The package follows the original design principles of the Open MatSci ML Toolkit, including:
- Ease of use for new ML researchers and practitioners that want get started on interacting with the OpenCatalyst dataset.
- Scalable computation of experiments leveraging [PyTorch Lightning](https://www.pytorchlightning.ai/) across different computation capabilities (laptop, server, cluster) and hardware platforms (CPU, GPU, XPU) without sacrificing performance in the compute and modeling.
- Integrating support for [DGL](https://docs.dgl.ai/en/0.9.x/) and [PyTorch Geometric](https://pytorch-geometric.readthedocs.io/en/latest/) for rapid GNN development.

The examples outlined in the next section how to get started with Open MatSci ML Toolkit using simple Python scripts, Jupyter notebooks, or the PyTorch Lightning CLI for a simple training on a portable subset of the original dataset (dev-set) that can be run on a laptop. Subsequently, we scale our example python script to large compute systems, including distributed data parallel training (multiple GPU on a single node) and multi-node training (multiple GPUs across multiple nodes) in a computing cluster.

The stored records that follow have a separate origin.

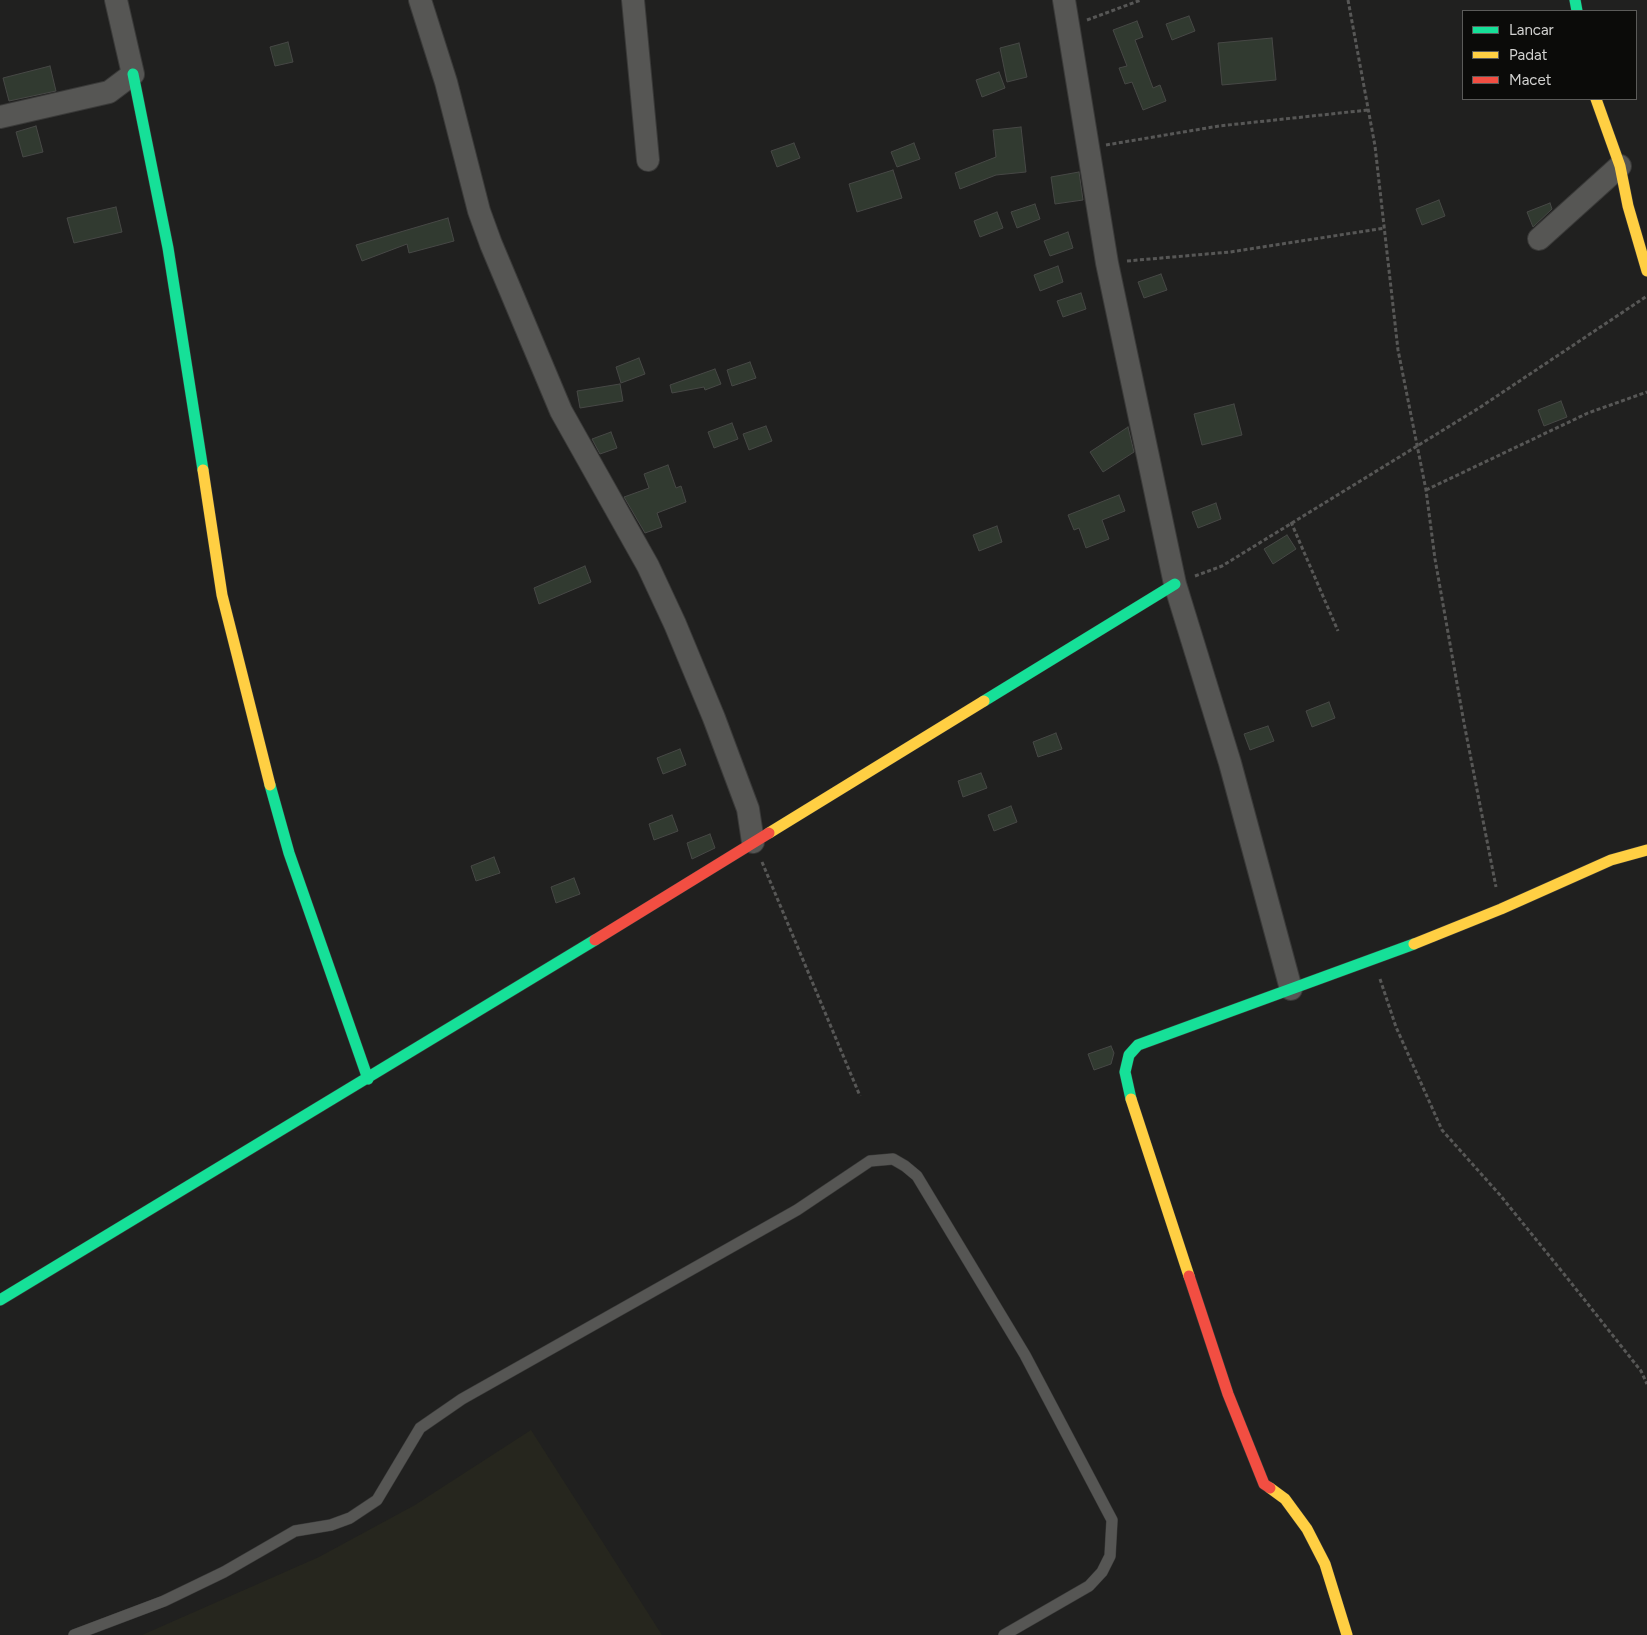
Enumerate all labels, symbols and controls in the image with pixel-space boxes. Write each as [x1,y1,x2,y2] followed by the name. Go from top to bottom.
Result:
[1462,10,1637,100] legend
[1509,21,1554,39] text: Lancar
[1509,46,1547,64] text: Padat
[1509,71,1551,89] text: Macet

Leveraging both PyTorch Lightning and DGL capabilities, we can enable the compute and experiment scaling with minimal additional complexity.

### Installation

- `Docker`: We provide a Dockerfile inside the `docker` that can be run to install a container using standard docker commands.
- `Conda`: We have included a `conda` specification that provides a complete installation including XPU support for PyTorch. Run `conda env create -n matsciml --file conda.yml`, and in the newly created environment, run `pip install './[all]'` to install all of the dependencies.
- `pip`: In some cases, you might want to install `matsciml` to an existing environment. Due to how DGL distributes wheels, you will need to add an extra index URL when installing via `pip`. As an example: `pip install -f https://data.dgl.ai/wheels/repo.html './[all]'` will install all the `matsciml` dependencies, in addition to telling `pip` where to look for CPU-only DGL wheels for your particular platform and Python version. Please consult the [DGL documentation](https://www.dgl.ai/pages/start.html) for additional help.

Additionally, for a development install, one can specify the extra packages like `black` and `pytest` with `pip install './[dev]'`. These can be
added to the commit workflow by running `pre-commit install` to generate `git` hooks.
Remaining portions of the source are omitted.